So I wish I had known about this prequel before I read The Girl in the Steel Corset.  Even having read it backwards, though, it turned out to be a really good piece of writing.  It's free for Nook and Kindle and it would be a great way to learn more about Finley Jayne before you start TGITSC.  I'd say if you were on the fence about reading TGITSC it would be a great way for you to discover more about the author's writing style, but trust me, you want to read TGITSC.

The Girl in the Steel Corset

The Girl in the Steel Corset
Kady Cross
477 pages
Publisher: Harlequin Teen
Source: NetGalley.com
★★★★★



You can read the Goodreads summary here.

I'd never read a steampunk novel before this one and I didn't know if I would like it.  When I was planning my wedding I came across brides who were planning steampunk weddings and I thought that was the strangest thing ever.  Luckily for me, steampunk novels turned out to be a good thing.

Because of the experiments her father conducted while he was still alive, Finley was born with something extra - a darker side that she has a hard time controlling, turning her into a bit of a Jekyll and Hyde character.  When she runs away from her former employer, she finds herself living with a ragtag group of friends who are determined to stop the plot of The Machinist to remove the current Queen Victoria from power and replace her with something more sinister.

I loved this book!  The plot was exciting and unique and the characters were very distinct as well.  I couldn't help but love each of them in their own way.  I thoroughly enjoyed the mixture of Victorian era dress and mannerisms mixed with futuristic inventions and science.  Despite the fact that this was the first book in a series, it didn't end in a huge cliffhanger, which you know I prefer.  There was definitely a bit of an open end for the next novel, but it didn't feel like the story stopped midway.  I will definitely be picking up the second book in this series when it comes out, presumably next year sometime.

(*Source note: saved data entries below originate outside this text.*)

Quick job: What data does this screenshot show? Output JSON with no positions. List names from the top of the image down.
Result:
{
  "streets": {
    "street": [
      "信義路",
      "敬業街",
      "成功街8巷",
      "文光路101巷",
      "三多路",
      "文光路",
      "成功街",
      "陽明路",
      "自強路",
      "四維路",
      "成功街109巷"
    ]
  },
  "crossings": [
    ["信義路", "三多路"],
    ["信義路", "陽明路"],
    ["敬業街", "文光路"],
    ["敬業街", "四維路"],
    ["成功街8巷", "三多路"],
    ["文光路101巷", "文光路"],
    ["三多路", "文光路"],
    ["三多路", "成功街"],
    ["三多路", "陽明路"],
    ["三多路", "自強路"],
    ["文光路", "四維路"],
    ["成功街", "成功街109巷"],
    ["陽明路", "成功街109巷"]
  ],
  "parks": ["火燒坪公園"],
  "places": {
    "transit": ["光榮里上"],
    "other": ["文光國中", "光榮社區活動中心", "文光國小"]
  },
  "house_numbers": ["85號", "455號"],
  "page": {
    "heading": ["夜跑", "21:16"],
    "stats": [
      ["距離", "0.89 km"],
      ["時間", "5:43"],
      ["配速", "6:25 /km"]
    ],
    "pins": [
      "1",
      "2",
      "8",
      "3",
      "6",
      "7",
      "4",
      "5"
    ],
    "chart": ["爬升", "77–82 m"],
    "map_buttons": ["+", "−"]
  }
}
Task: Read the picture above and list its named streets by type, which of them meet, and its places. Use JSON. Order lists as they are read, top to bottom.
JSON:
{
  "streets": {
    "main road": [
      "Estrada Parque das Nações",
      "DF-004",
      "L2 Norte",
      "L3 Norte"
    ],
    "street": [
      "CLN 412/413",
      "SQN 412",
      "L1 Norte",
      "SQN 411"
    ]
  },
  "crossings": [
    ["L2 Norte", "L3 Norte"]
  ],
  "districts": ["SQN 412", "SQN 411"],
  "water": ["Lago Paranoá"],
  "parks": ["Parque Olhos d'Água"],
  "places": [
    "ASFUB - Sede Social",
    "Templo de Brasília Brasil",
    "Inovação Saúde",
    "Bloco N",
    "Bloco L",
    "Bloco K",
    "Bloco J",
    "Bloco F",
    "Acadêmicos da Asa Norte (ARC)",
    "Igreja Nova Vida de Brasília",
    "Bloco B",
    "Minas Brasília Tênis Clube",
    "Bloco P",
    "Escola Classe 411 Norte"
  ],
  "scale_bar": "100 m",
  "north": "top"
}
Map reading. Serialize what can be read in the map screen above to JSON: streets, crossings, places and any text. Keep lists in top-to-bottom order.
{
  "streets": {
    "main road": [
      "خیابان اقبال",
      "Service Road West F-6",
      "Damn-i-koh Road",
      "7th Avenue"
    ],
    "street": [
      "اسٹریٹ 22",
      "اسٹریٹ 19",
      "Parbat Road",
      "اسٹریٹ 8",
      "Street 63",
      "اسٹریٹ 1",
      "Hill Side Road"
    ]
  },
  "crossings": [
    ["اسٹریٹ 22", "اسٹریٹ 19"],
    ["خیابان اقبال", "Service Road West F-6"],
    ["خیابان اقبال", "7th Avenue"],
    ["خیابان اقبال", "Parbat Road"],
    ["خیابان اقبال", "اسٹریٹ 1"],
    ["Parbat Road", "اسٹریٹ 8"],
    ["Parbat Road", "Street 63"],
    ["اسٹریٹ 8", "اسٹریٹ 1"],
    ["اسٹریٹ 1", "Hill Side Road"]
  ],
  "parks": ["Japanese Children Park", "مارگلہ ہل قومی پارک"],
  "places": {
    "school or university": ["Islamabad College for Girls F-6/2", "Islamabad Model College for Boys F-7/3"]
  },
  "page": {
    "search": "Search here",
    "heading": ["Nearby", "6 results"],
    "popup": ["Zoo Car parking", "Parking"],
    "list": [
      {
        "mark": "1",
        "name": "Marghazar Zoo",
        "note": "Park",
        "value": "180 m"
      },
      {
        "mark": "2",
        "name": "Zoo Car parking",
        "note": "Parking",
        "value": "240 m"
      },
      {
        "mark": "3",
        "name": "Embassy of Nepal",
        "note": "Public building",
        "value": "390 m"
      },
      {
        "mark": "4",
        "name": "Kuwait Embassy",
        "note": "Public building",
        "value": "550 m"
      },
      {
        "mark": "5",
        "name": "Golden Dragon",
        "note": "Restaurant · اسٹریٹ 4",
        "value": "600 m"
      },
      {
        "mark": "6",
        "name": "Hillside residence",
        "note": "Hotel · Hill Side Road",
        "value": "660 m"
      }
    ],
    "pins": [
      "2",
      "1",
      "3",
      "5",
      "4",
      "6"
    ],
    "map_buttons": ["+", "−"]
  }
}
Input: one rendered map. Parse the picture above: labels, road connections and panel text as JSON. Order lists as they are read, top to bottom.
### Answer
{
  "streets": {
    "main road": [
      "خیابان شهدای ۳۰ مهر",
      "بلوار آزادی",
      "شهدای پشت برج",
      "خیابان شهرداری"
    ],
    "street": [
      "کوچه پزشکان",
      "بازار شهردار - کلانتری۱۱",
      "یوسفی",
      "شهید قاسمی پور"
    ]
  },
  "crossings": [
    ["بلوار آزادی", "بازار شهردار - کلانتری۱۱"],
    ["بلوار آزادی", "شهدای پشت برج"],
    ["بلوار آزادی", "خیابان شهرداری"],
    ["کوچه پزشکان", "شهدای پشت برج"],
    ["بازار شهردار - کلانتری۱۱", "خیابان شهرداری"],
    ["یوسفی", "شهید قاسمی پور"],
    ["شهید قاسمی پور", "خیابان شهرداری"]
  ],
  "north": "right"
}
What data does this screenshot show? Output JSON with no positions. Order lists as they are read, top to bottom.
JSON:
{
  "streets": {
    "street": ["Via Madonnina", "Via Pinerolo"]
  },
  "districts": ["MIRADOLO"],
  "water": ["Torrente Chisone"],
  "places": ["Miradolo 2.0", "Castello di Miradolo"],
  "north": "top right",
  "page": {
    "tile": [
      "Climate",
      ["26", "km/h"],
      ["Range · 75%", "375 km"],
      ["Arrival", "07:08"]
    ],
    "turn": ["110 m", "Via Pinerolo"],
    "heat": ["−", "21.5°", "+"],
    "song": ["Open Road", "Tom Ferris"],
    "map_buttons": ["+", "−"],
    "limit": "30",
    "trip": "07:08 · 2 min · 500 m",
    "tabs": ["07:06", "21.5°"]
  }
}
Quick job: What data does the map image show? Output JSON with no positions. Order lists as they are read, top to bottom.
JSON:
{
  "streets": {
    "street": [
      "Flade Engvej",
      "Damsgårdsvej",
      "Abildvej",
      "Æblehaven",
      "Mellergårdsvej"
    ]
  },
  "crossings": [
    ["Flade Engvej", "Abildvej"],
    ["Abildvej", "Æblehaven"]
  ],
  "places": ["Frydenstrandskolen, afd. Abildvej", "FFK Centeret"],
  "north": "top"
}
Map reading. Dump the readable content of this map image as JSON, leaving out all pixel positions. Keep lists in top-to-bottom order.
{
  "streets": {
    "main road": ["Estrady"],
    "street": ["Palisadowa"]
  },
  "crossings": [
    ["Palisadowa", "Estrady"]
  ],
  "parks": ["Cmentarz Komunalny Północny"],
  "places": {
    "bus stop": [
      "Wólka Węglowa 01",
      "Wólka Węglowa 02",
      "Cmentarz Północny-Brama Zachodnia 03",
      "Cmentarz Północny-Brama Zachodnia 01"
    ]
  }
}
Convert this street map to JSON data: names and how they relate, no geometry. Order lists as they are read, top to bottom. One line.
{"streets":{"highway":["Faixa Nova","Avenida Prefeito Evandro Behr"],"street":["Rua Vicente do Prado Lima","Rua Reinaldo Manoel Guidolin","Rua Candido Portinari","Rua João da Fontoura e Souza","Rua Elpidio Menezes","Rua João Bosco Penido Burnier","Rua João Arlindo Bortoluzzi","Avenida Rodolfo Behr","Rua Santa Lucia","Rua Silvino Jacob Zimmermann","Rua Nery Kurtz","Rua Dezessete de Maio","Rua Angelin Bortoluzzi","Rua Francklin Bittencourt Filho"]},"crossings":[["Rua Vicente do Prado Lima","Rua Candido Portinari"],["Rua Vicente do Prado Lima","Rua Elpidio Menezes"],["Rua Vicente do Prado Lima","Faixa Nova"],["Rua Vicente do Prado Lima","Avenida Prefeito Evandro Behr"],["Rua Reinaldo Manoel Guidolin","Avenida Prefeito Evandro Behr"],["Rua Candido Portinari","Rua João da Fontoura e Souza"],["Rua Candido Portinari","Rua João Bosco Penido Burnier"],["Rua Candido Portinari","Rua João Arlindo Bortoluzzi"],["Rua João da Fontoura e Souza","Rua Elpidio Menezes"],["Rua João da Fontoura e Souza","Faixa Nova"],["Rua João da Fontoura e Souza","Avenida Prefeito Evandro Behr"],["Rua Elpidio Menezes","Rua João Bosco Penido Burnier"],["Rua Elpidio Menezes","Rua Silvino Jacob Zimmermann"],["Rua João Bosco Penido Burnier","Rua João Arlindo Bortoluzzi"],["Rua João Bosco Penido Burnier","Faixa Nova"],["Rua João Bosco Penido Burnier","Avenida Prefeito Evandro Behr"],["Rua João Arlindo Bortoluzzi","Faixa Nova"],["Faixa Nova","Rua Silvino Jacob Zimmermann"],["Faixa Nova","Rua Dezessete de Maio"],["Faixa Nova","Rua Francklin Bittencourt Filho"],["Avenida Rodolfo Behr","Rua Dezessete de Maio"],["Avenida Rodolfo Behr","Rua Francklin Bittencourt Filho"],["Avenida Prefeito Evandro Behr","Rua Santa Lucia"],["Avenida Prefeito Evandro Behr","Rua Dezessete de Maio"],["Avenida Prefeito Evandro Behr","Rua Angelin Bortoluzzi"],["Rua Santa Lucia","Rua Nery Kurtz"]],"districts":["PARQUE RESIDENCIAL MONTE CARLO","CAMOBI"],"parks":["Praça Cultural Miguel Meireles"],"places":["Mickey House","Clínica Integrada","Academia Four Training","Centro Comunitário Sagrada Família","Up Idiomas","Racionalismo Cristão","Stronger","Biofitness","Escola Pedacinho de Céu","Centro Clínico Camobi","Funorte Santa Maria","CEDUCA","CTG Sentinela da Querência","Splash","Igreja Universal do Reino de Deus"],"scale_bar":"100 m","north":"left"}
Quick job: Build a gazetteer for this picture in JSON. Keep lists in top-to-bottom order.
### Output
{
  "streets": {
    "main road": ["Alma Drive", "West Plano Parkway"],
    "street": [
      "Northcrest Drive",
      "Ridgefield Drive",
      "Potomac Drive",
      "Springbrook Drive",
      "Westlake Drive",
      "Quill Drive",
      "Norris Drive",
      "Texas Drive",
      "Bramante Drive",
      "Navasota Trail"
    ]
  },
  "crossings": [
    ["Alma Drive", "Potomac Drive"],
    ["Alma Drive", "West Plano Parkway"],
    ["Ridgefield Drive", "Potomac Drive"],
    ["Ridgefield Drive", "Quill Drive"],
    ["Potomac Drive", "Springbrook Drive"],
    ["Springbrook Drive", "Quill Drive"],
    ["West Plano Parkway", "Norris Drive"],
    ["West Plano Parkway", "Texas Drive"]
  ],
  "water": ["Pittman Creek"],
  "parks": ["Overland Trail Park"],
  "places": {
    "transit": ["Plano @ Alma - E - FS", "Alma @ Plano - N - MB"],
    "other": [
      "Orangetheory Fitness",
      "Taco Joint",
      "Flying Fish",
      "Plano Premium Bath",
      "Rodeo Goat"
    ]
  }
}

Why is it that Harlequin romances are so mediocre, but their Harlequin Teen line is so awesome?  This book got five stars from me and, even though I haven't read it yet, I've heard really good things about The Goddess Test.  Harlequin needs to do for its romances what its done for its YA line.

Friday, June 3, 2011

The Halo Chronicles: The Guaridan

The Halo Chronicles: The Guardian
Carey Corp
239 pages
Publisher: Carey Corp
Source:  bn.com
★★★☆☆



You can read the Goodreads summary here.

I don't actively search self-published works.  I'm trying to get over that prejudice and I actually have a couple self-published books in the queue.  If it lands my lap, I'll read it.  Still, I heard some buzz about this book and actually bought it for my Nook for $2.99.  I heard it was really, really good so I thought, "Yes, I'll give this one a try!"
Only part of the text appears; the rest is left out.